De geestelijke noemt het voorbeeld van een Israëlische soldaat die op sjabbat naar huis wilde om de besnijdenis van zijn zoon bij te wonen. „Hij vroeg mij of dat geoorloofd was, om zo aan zijn plicht als vader te kunnen voldoen. Ik heb zelfs met de opperrabbijn van Jeruzalem overlegd. Van de besnijdenis hingen geen levens af, dus dat was geen reden om de rustdag te ontheiligen. Maar dit verlof zou ook goed zijn voor het moreel en het opladen van deze militair. En dat kan indirect levens redden. Dus op grond daarvan was het volgens ons gerechtvaardigd.”

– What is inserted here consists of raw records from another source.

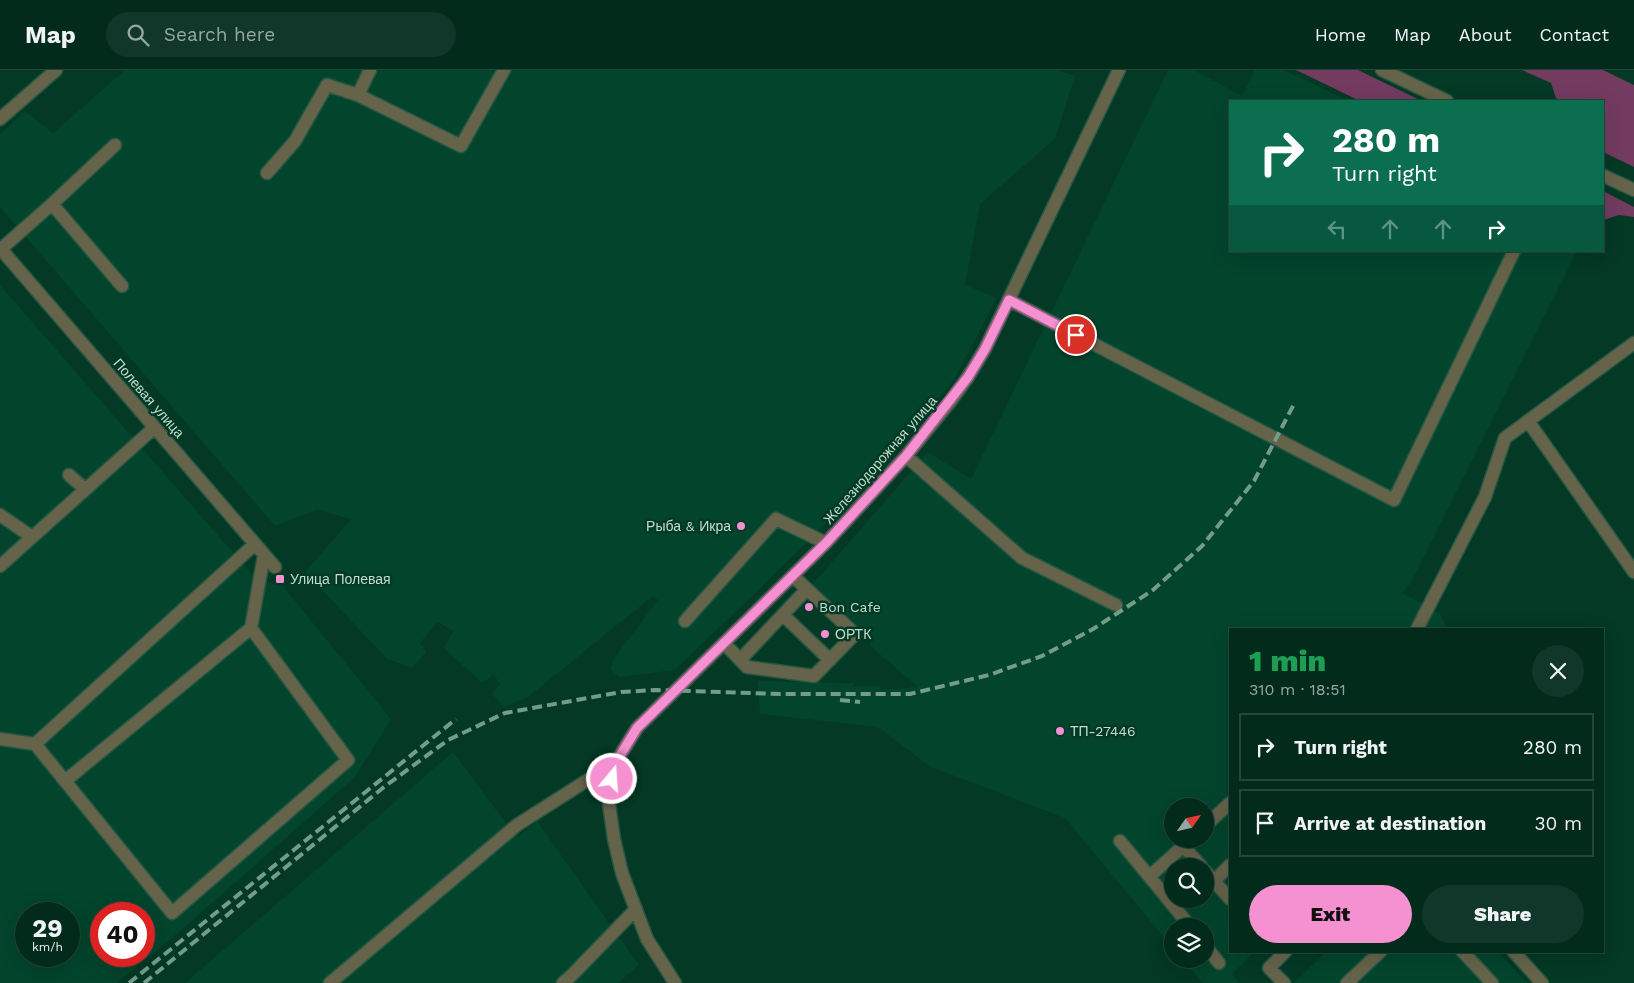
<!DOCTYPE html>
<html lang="en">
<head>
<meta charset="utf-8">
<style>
  :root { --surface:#022b1c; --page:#103729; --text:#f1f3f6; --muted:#96a7a3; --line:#23473b; --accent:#f590d1 }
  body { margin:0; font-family:"Work Sans",sans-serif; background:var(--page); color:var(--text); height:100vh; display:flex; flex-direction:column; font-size:19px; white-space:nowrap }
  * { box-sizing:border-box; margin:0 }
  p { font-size:16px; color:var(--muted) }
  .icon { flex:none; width:28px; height:28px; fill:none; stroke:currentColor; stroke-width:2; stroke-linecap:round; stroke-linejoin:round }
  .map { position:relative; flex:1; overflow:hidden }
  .sheet { position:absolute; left:1229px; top:558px; width:375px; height:325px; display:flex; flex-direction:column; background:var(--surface); border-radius:0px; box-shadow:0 5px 20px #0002,0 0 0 1px var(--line) }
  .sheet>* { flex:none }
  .top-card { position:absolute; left:1229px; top:30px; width:375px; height:152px; border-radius:0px; box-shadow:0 5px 20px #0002,0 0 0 1px var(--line); background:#0b6e4f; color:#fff; overflow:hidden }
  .needle { width:32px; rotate:56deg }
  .buttons { position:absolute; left:1164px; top:728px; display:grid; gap:10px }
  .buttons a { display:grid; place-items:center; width:50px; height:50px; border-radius:50%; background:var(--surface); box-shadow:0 5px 20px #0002,0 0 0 1px var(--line); font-size:25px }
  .speed { position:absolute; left:15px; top:832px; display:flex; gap:10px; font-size:25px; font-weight:700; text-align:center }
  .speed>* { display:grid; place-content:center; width:65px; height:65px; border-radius:50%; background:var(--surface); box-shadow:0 5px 20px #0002,0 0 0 1px var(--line); line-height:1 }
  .speed small { font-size:12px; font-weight:400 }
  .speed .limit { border:8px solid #d22; background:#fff; color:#111 }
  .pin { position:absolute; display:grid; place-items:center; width:42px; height:42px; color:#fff; margin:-21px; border:2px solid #fff; border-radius:50%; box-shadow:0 1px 5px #0007 }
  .me { position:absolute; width:55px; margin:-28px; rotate:18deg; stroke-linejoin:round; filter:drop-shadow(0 0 4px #0008) }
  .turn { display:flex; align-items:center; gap:18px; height:105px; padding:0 20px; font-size:22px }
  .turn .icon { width:65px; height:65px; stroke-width:2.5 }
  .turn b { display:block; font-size:35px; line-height:42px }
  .lanes { display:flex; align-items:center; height:48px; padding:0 20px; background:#0003; justify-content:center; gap:25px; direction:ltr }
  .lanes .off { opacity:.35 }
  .round { display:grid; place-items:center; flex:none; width:52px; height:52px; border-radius:26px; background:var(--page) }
  .head { display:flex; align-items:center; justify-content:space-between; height:85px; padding:0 20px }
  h1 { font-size:30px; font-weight:800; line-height:38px; color:#1e9e55 }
  .primary-button { display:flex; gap:10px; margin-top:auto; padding:10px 20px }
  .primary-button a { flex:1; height:58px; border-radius:30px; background:var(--accent); color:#111; font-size:20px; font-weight:800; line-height:58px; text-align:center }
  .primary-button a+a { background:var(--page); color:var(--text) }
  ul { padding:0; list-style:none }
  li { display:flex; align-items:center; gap:15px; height:68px; margin:0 10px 8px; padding:0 10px; border:2px solid var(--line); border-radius:0px }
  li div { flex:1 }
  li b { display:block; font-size:19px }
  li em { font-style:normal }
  header { display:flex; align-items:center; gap:30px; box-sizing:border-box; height:70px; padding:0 25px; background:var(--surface); border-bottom:1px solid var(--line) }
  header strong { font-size:24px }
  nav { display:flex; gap:28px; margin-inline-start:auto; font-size:18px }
  .search { width:350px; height:45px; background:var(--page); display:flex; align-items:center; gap:12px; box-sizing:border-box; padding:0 18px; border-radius:28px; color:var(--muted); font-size:19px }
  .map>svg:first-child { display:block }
  .built { fill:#03442d; fill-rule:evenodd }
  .green { fill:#723b5f }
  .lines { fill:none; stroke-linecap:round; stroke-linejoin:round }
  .minor-casing { stroke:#255743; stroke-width:15 }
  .minor { stroke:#66634b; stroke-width:12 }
  .rail { stroke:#749c8a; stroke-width:4; stroke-dasharray:10 5; stroke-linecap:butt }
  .route-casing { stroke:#9f5e88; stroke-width:12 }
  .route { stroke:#f590d1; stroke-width:9 }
  .poi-dot { fill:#f590d1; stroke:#033925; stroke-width:2 }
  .labels { text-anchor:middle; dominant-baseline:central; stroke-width:5; stroke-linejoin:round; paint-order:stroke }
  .street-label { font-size:14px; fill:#bfdecd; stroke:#033925 }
  .poi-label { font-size:14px; fill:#bfdecd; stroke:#033925; text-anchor:start }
</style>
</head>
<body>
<header>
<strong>Map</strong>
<div class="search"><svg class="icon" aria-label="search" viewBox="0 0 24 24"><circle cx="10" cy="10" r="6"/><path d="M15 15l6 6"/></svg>Search here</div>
<nav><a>Home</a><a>Map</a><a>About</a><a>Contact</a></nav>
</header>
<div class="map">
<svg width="1634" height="913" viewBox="0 0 1634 913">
  <rect width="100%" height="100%" fill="#033925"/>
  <path class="built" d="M125,0H1056L1075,6L1055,69L980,134L965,215L997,228L954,310L891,383L807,473L675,600L619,607L610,599L615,587L658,530L653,526L528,627L504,637L492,624L500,614L494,605L482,613L444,578L453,561L438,552L420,573L426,582L413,598L387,589L305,502L351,449L317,440L275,456L0,137V64L25,41L53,63Z
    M1168,0H1194L1242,26L1255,0H1284L1349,31H1230V181H1577L1410,514L1402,523L1440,543L1447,559H1230V881H1255L1232,904L1240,913H1203L1182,889H1205V856H1172V877L1065,748L931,697L878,657L760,644L759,632L758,611L853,613V616H880V620L918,617L869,575L873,570L811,516L928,382L971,409ZM1172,736H1205V769H1172ZM1172,796H1205V829H1172Z
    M0,215L256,509L283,516L391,649L355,707L178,863L117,913H0ZM26,844H69V886H26ZM101,844H144V886H101Z
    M453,682L517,768L537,751L639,895L618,913H185Z
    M1327,881H1497L1527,913H1294Z"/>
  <path class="green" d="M1296,0H1358L1422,31H1360Z
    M1522,0H1603L1634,15V97L1603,82L1602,31H1557L1551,13Z
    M1603,121L1634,137V147L1619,145L1603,150Z"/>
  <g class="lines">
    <g class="minor-casing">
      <path id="minor" d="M370,0L358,25L461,76L504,0
        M1382,0L1447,31
        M0,49L56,0
        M267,103L295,71L327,15L358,25
        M1602,105L1634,120
        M52,134L115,75
        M0,178L275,497
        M1,179L52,134L122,216
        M1009,230L1394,430L1514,181
        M1528,351L1634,502
        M906,386L1022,488L1116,535
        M69,405L85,419
        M0,445L32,467
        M0,496L154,358
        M783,545L830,590
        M685,551L776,449L826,473
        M251,558L264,485
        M1417,559L1485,427L1505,368L1634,273
        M724,573L747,597L814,606L855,564L793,506
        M740,590L807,519
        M0,669L35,674L255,474
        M35,674L172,843L348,690L251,558L65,711
        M1205,756L1230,733
        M1120,771L1190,856
        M1183,776L1201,796
        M1205,801L1230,829
        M1150,806L1191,769
        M1214,811L1230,795
        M1205,875L1219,893
        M1462,881L1492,913
        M1513,881L1542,913
        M330,913L517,755L616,692
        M563,913L572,905L636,839
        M675,913L647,869L622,803L614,769L608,727L616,692L637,658L826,473L906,386L950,332L968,307L985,279L1119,0
        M1284,913L1269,898L1286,881
        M1347,913L1381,881"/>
    </g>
    <use href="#minor" class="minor"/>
    <path class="rail" d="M840,630L860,632
      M129,913L456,649
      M144,913L384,717L448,670L505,643L621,622L656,620L780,624H910L989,605L1042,586L1093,559L1153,520L1202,476L1254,411L1294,334"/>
  </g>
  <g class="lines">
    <g class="route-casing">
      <path id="route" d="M612,709L616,692L637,658L826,473L906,386L968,307L985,279L1009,230L1076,265"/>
    </g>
    <use href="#route" class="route"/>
  </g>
  <g class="poi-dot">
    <circle cx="741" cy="456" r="5"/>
    <rect x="275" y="504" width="10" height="10" rx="2.5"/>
    <circle cx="809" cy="537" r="5"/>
    <circle cx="825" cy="564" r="5"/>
    <circle cx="1060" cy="661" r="5"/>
  </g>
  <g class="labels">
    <g class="street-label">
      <text transform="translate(149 328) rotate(49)">Полевая улица</text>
      <text transform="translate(880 390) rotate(-49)">Железнодорожная улица</text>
    </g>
    <g class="poi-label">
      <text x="731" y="456" text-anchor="end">Рыба &amp; Икра</text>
      <text x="290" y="509">Улица Полевая</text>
      <text x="819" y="537">Bon Cafe</text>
      <text x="835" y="564">ОРТК</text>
      <text x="1070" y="661">ТП-27446</text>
    </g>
  </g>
</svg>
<div class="buttons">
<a><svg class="needle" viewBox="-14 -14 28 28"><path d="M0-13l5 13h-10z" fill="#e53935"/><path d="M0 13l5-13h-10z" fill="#96a7a3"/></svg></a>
<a><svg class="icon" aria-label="search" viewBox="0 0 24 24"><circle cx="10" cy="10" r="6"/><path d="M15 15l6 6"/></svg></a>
<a><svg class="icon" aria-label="layers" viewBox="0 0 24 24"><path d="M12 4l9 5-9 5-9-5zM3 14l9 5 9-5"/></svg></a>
</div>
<div class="speed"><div>29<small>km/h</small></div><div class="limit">40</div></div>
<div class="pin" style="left:1076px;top:265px;background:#d93025"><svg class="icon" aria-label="arrive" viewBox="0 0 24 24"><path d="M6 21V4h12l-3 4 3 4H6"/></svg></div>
<svg class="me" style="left:612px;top:709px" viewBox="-20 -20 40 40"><circle r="17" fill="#f590d1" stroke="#fff" stroke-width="3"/><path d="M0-11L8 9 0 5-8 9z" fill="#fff"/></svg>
<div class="top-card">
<div class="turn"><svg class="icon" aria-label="right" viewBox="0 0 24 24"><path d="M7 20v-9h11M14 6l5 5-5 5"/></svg><div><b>280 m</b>Turn right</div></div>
<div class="lanes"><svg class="icon off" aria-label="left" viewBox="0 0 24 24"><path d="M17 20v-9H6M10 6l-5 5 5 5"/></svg><svg class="icon off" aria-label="ahead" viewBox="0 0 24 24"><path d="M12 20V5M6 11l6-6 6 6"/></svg><svg class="icon off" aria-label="ahead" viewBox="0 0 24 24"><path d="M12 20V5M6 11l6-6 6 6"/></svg><svg class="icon" aria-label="right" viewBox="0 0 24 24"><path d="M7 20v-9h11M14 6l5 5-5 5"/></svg></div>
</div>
<section class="sheet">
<div class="head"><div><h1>1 min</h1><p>310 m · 18:51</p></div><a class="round"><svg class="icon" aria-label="close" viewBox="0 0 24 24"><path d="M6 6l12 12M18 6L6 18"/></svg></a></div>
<ul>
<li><svg class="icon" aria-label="right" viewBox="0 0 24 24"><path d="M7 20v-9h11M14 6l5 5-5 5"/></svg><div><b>Turn right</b></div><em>280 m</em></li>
<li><svg class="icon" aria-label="arrive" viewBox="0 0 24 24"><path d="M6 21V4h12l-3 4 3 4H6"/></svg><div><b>Arrive at destination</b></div><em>30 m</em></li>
</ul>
<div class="primary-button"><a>Exit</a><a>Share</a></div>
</section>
</div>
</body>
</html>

Ingewikkelder zijn de vragen rond het levenseinde, zegt Sprung. „De joodse wet zegt dat je een persoon die spoedig zal overlijden niet mag aanraken, om de dood niet te bespoedigen. Met de huidige technische middelen is het lastig te bepalen of iemand binnenkort zal sterven. We hadden een patiënt die op het randje van de dood zweefde, maar eigenlijk verschoond moest worden. Moeten we dat doen, werd mij gevraagd. Nadat ze de handeling hadden verricht, overleed de patiënt. Ik heb gezegd dat hij dan toch op een waardige manier is gestorven.”
De verantwoordelijkheid om in dit soort zaken advies te geven drukt zwaar, vindt Sprung. „Mensen denken dat de rabbijn overal een antwoord op heeft. Maar sommige vragen zijn te groot voor me, want ik kan niet in de plaats van de Almachtige staan. Daar heb ik soms slapeloze nachten van. Ik ben geestelijk verzorger, maar een groot deel van de tijd ook psycholoog.”